Why do you think communities like this benefit from these kinds of mentoring programs?

Suraksha:

The Mana Tangata program targets students from low decile schools and areas. These students don’t always have access to things like laptops and technology classes. Mentoring programs like this are awesome for both the mentors and the mentees. Mentees get the chance to experience tech hands-on and actually see it as a career option in their future. These students can then go on to be leaders in their community and contribute technology-based solutions to solve issues in their community. My mentee and her sister will be the first of their family to graduate from high school. They also both plan to continue in higher education – and its all because they get the support of organisations like OMGTech which enable them to see their own potential!

Andreea:

Access to information is so powerful. Understanding technology is so powerful. People can do amazing things if they know where to start with technology, and if they know how to utilise it. This programme helps with both. I also think bringing people together from different backgrounds, with different skills, encourages this openness towards new and shared knowledge. The mentors are as diverse as the mentees. That diversity brings people together.

Mike:

Encouraging the growth of empathy but also critical thinking skills, are factors that benefit us all. Bringing knowledge back to communities, so that they can be self-sufficient and self-reliant, is very important. Those of us who have the ability to become mentors should be proactive with regards to bringing a positive change to other people’s lives.
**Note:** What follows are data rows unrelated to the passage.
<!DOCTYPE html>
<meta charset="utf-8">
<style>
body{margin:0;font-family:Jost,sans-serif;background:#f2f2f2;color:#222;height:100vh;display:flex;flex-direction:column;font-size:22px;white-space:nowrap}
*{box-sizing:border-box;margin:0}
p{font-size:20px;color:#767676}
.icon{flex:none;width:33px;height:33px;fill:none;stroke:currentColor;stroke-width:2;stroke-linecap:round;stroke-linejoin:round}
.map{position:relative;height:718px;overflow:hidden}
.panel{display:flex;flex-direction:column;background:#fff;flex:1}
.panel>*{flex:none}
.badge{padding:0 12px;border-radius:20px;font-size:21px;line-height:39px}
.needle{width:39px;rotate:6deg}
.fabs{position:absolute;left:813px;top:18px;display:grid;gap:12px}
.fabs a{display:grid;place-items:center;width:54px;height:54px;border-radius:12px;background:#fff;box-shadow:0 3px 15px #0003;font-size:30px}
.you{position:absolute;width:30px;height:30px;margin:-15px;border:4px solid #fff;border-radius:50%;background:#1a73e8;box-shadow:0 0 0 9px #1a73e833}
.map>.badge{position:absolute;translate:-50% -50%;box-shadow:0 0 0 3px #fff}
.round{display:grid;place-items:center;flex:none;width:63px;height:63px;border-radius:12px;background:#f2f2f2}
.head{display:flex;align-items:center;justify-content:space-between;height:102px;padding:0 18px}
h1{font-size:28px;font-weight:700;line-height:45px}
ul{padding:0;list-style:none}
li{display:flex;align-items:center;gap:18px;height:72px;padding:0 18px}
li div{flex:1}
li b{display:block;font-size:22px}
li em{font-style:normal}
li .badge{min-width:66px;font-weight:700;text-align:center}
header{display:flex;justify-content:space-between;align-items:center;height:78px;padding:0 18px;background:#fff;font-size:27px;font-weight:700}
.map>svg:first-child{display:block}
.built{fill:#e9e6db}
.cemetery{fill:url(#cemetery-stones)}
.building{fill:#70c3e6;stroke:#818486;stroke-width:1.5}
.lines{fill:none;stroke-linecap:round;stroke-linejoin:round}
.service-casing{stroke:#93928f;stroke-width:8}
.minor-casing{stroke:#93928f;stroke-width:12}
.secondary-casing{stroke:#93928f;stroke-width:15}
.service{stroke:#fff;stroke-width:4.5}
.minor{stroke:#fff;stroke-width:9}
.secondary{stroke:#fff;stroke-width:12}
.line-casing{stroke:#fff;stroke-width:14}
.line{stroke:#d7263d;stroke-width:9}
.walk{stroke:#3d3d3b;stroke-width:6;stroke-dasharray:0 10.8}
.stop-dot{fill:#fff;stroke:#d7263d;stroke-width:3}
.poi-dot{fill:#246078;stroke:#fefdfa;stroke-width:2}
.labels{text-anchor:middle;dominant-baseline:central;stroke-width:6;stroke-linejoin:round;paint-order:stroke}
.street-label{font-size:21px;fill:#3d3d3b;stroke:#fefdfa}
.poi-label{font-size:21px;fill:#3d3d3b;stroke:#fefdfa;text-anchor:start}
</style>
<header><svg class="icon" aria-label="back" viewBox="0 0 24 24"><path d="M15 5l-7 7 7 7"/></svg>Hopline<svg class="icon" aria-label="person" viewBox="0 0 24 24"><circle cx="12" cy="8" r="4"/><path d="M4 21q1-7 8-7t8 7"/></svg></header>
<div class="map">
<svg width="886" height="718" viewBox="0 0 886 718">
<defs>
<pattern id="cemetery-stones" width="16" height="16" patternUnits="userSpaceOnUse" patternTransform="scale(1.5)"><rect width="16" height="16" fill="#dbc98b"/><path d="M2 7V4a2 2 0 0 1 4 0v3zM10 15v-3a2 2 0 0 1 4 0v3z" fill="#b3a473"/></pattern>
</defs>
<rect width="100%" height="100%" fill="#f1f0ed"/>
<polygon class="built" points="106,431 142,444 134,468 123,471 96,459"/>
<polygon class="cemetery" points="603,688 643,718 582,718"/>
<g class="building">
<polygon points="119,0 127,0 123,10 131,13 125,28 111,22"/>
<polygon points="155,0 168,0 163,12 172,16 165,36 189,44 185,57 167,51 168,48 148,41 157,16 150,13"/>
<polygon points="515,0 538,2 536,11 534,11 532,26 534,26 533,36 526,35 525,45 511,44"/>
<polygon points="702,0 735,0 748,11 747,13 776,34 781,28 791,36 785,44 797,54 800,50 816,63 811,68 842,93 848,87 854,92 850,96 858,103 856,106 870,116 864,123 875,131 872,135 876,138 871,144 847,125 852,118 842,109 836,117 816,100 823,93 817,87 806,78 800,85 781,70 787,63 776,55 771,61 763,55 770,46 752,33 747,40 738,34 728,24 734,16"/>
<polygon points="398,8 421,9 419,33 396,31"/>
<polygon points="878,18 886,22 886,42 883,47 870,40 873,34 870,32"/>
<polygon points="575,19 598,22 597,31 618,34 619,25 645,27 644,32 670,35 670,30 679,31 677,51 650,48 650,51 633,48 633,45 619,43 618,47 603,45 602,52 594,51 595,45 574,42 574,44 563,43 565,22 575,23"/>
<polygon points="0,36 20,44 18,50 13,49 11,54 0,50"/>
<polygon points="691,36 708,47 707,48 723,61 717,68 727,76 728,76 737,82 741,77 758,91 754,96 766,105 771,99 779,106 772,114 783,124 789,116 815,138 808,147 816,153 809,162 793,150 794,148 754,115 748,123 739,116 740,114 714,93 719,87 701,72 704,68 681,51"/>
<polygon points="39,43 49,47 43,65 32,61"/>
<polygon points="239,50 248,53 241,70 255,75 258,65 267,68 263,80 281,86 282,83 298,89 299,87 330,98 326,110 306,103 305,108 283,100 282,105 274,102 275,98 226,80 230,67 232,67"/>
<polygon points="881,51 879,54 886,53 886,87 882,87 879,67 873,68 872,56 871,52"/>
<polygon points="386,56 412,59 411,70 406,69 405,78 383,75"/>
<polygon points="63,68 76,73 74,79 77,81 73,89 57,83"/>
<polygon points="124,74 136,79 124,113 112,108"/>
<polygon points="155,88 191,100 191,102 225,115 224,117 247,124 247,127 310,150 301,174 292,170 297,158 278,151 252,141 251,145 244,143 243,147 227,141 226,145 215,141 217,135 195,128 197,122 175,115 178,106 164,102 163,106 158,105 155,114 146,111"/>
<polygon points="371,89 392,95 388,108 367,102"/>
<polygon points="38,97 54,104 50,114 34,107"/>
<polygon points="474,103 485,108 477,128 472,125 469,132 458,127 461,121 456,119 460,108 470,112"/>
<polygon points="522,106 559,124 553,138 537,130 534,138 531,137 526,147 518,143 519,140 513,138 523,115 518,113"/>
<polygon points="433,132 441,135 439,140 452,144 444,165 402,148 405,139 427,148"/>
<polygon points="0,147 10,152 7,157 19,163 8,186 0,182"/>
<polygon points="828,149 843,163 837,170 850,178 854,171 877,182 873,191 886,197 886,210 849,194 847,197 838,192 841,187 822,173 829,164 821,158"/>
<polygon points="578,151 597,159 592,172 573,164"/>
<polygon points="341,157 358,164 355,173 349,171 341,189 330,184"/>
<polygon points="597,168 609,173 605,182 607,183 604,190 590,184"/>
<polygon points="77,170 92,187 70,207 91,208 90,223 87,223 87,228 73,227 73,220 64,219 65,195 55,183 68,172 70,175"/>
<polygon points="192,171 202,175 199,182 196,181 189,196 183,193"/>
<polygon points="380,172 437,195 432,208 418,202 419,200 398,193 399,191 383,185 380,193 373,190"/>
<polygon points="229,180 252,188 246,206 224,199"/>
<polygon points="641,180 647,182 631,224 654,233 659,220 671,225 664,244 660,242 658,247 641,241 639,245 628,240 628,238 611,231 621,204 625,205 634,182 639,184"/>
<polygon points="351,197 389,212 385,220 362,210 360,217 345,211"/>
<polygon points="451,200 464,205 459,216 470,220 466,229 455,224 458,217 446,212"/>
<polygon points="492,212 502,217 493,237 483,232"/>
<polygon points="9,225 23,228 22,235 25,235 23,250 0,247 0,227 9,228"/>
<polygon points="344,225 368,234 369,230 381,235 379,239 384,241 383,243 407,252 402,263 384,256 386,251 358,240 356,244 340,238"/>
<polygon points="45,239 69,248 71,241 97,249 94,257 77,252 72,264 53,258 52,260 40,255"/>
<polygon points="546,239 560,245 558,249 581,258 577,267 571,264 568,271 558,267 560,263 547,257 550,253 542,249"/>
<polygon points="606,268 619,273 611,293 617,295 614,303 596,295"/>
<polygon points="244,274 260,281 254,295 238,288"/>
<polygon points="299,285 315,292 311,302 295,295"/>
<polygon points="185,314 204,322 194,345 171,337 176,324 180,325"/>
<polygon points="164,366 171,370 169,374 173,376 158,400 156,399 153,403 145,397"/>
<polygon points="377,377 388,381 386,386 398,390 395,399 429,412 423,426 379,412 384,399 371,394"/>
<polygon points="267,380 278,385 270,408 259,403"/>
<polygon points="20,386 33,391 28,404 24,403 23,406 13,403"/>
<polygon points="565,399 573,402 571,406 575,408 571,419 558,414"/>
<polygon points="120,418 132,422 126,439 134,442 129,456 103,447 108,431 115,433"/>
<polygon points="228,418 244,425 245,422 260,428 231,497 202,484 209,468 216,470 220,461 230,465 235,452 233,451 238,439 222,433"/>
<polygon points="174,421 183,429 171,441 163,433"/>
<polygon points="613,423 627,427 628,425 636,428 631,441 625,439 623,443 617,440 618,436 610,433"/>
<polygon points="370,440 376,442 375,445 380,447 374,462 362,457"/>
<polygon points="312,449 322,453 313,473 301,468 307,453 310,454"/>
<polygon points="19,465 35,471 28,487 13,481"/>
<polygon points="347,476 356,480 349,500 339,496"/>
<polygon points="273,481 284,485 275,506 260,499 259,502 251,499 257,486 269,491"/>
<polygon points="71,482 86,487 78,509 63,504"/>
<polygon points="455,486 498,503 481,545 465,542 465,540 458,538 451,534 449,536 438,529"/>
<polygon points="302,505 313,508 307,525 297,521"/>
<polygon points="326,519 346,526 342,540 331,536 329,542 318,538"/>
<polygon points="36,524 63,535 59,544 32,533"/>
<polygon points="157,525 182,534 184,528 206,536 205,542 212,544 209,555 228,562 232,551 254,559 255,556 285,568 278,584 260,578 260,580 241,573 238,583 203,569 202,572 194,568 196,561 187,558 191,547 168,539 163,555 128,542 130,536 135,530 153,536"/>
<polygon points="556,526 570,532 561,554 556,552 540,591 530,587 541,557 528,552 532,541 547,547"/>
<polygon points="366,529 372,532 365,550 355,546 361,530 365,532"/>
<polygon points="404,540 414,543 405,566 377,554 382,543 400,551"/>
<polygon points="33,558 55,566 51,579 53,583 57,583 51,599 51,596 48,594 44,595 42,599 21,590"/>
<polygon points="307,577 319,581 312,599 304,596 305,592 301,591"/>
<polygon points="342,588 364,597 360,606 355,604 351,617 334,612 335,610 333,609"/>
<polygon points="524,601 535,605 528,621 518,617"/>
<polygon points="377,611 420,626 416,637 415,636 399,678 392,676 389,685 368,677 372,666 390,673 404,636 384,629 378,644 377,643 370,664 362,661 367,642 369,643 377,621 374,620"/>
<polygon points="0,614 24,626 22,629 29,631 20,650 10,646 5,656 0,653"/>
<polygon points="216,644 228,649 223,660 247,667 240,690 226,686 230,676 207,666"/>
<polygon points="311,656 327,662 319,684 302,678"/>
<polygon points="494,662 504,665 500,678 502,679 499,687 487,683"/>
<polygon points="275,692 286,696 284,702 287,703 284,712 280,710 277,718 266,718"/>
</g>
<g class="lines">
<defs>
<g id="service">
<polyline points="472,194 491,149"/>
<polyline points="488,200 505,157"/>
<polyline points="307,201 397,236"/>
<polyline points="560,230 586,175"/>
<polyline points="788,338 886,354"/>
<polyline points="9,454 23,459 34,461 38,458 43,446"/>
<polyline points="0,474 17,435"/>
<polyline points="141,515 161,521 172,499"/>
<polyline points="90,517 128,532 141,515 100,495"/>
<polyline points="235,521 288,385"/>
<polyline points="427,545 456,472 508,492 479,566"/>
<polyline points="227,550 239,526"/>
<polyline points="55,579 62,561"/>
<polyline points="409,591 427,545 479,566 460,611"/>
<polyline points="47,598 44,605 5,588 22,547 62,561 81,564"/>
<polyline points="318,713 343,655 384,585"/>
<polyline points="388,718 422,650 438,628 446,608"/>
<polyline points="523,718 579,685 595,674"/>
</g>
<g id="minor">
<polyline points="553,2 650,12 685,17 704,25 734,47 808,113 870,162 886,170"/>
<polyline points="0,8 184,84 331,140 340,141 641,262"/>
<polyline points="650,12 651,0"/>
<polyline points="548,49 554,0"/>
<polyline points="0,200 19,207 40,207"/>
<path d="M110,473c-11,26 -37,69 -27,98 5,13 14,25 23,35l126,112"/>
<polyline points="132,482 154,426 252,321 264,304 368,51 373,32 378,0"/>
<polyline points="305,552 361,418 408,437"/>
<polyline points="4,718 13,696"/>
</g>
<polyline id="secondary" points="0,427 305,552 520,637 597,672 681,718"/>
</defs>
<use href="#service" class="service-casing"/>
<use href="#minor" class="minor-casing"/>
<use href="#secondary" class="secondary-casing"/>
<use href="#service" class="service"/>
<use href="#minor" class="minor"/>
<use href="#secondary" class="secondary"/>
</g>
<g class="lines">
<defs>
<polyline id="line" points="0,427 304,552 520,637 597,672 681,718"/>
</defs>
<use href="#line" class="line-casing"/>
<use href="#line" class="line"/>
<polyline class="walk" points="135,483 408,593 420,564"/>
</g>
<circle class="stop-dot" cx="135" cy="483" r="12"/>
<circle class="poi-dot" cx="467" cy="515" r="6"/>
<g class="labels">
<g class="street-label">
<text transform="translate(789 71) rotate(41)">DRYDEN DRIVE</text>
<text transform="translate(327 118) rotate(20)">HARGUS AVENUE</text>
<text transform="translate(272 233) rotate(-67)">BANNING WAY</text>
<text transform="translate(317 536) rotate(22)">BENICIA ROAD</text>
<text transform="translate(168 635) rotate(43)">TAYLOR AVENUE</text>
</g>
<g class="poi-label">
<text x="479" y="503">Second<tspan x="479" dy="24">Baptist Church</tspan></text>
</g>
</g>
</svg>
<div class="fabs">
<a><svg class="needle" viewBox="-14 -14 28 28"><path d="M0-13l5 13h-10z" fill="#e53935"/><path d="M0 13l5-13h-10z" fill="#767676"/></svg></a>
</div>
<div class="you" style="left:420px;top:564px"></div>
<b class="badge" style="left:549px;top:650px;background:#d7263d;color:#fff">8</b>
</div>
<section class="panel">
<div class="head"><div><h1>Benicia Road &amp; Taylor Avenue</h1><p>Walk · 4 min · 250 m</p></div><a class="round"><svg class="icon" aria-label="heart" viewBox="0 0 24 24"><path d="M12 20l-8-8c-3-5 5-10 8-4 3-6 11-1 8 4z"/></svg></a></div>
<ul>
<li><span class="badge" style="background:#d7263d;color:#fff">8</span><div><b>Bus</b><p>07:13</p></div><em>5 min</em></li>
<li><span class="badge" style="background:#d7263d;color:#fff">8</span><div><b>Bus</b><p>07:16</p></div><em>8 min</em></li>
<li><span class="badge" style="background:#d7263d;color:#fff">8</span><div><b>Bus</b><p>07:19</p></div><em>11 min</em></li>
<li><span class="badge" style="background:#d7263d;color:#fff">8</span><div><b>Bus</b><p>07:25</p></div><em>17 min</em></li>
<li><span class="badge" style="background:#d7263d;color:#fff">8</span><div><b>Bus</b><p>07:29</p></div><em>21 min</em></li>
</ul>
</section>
What are you looking forward to most about this program?

Suraksha:

I’m so excited to see how my mentee keeps breaking family records and accomplishing so much! She’ll do great things and I have no doubt that she’ll give back to her family and community with all those learnings.

Andreea:

How we’ll all grow, what we’ll learn and where that takes us. By us I mean everyone involved, but also the mentor-mentee relationship. I’m also looking forward to learning more about myself, about others, and the entire journey.

Mike:

Seeing all the neat ideas that the groups come up with and helping my mentee develop their skills and go on to achieve great things!